### Given data

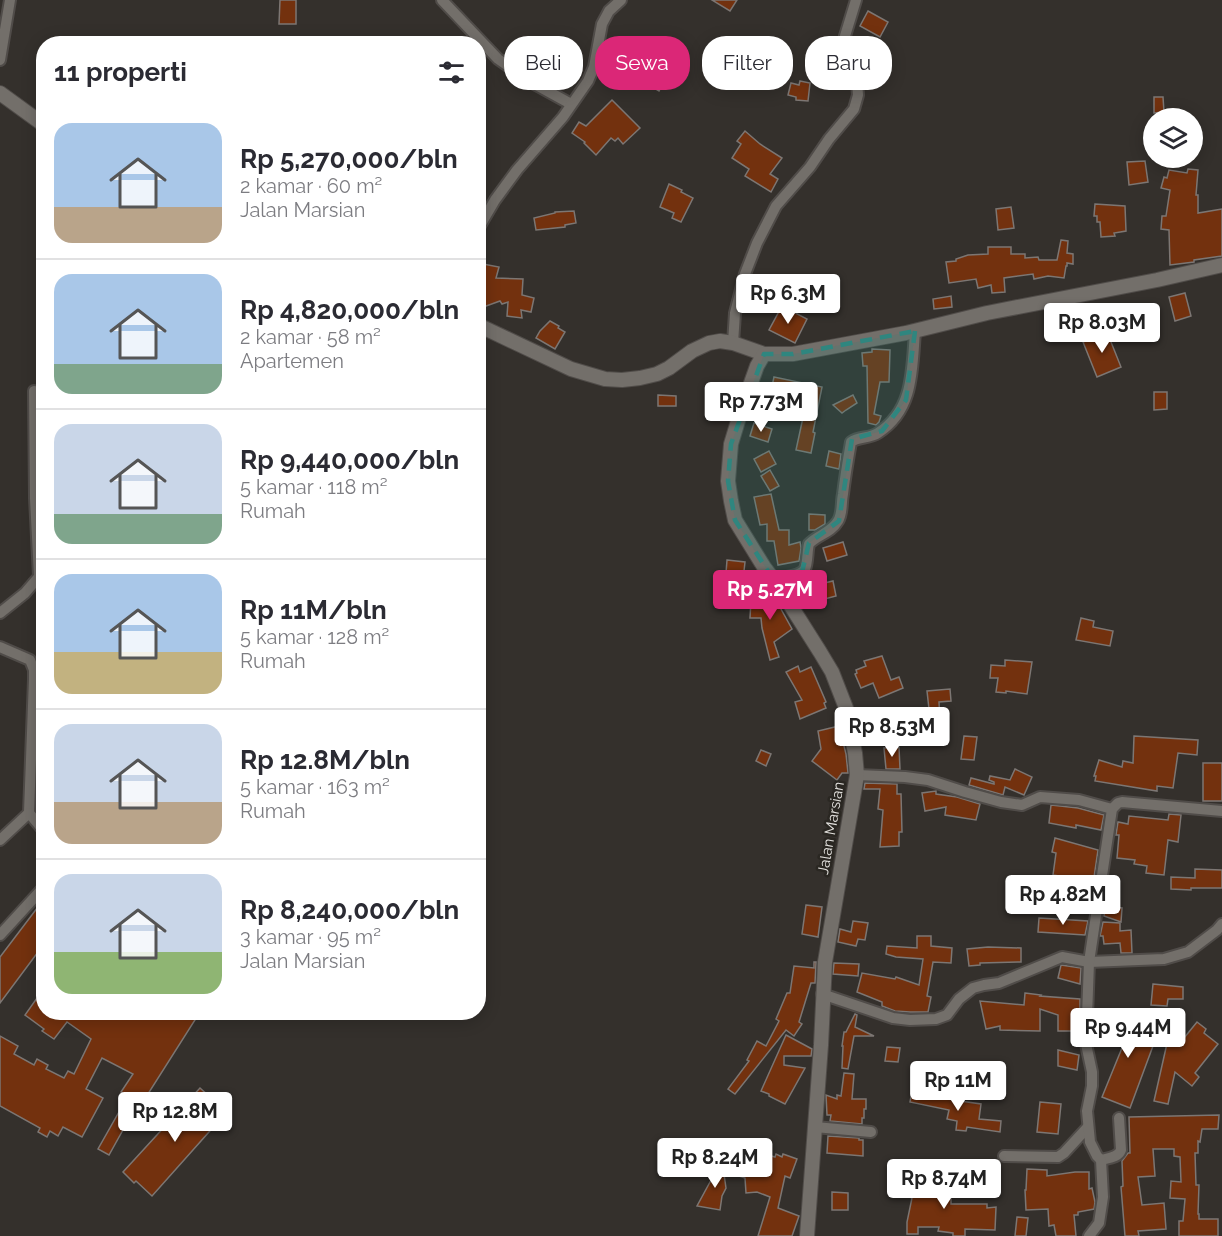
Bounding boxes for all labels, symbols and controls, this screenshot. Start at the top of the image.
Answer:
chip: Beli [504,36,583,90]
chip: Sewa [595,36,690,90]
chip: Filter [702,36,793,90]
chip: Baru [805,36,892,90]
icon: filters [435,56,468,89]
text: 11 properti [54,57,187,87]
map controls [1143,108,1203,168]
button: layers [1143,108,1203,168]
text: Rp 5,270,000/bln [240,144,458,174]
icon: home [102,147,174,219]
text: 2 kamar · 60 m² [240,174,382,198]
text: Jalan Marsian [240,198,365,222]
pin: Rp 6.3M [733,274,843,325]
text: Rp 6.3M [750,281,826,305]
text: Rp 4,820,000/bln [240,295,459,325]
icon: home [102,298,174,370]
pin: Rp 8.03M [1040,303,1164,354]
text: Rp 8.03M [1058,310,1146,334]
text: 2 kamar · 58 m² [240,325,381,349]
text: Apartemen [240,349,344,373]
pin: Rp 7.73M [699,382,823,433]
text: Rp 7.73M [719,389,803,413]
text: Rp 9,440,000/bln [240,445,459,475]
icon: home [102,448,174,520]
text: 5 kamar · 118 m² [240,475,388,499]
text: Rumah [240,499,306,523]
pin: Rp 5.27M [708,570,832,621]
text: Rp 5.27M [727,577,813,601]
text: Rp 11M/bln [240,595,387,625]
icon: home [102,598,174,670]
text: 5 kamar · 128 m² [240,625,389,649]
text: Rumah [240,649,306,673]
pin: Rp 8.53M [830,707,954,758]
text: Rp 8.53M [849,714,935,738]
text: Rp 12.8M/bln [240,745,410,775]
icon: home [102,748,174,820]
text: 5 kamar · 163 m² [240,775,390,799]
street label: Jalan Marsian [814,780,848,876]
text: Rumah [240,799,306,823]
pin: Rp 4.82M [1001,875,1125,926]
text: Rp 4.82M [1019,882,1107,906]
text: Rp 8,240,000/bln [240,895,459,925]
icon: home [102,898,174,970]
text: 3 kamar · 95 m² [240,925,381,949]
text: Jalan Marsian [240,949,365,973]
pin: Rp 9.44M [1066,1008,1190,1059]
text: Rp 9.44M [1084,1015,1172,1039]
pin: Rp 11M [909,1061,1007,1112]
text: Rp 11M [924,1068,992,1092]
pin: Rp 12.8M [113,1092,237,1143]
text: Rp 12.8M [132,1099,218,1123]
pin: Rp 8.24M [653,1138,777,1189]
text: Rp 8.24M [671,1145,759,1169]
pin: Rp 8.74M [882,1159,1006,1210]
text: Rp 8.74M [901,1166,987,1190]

######

* **Required action**:
Write out the material exactly as it stands, omitting every picture.

* **Task solution**:
Bounding boxes for all labels, symbols and controls, this screenshot. Start at the top of the image.
Answer:
chip: Beli [504,36,583,90]
chip: Sewa [595,36,690,90]
chip: Filter [702,36,793,90]
chip: Baru [805,36,892,90]
icon: filters [435,56,468,89]
text: 11 properti [54,57,187,87]
map controls [1143,108,1203,168]
button: layers [1143,108,1203,168]
text: Rp 5,270,000/bln [240,144,458,174]
icon: home [102,147,174,219]
text: 2 kamar · 60 m² [240,174,382,198]
text: Jalan Marsian [240,198,365,222]
pin: Rp 6.3M [733,274,843,325]
text: Rp 6.3M [750,281,826,305]
text: Rp 4,820,000/bln [240,295,459,325]
icon: home [102,298,174,370]
pin: Rp 8.03M [1040,303,1164,354]
text: Rp 8.03M [1058,310,1146,334]
text: 2 kamar · 58 m² [240,325,381,349]
text: Apartemen [240,349,344,373]
pin: Rp 7.73M [699,382,823,433]
text: Rp 7.73M [719,389,803,413]
text: Rp 9,440,000/bln [240,445,459,475]
icon: home [102,448,174,520]
text: 5 kamar · 118 m² [240,475,388,499]
text: Rumah [240,499,306,523]
pin: Rp 5.27M [708,570,832,621]
text: Rp 5.27M [727,577,813,601]
text: Rp 11M/bln [240,595,387,625]
icon: home [102,598,174,670]
text: 5 kamar · 128 m² [240,625,389,649]
text: Rumah [240,649,306,673]
pin: Rp 8.53M [830,707,954,758]
text: Rp 8.53M [849,714,935,738]
text: Rp 12.8M/bln [240,745,410,775]
icon: home [102,748,174,820]
text: 5 kamar · 163 m² [240,775,390,799]
street label: Jalan Marsian [814,780,848,876]
text: Rumah [240,799,306,823]
pin: Rp 4.82M [1001,875,1125,926]
text: Rp 4.82M [1019,882,1107,906]
text: Rp 8,240,000/bln [240,895,459,925]
icon: home [102,898,174,970]
text: 3 kamar · 95 m² [240,925,381,949]
text: Jalan Marsian [240,949,365,973]
pin: Rp 9.44M [1066,1008,1190,1059]
text: Rp 9.44M [1084,1015,1172,1039]
pin: Rp 11M [909,1061,1007,1112]
text: Rp 11M [924,1068,992,1092]
pin: Rp 12.8M [113,1092,237,1143]
text: Rp 12.8M [132,1099,218,1123]
pin: Rp 8.24M [653,1138,777,1189]
text: Rp 8.24M [671,1145,759,1169]
pin: Rp 8.74M [882,1159,1006,1210]
text: Rp 8.74M [901,1166,987,1190]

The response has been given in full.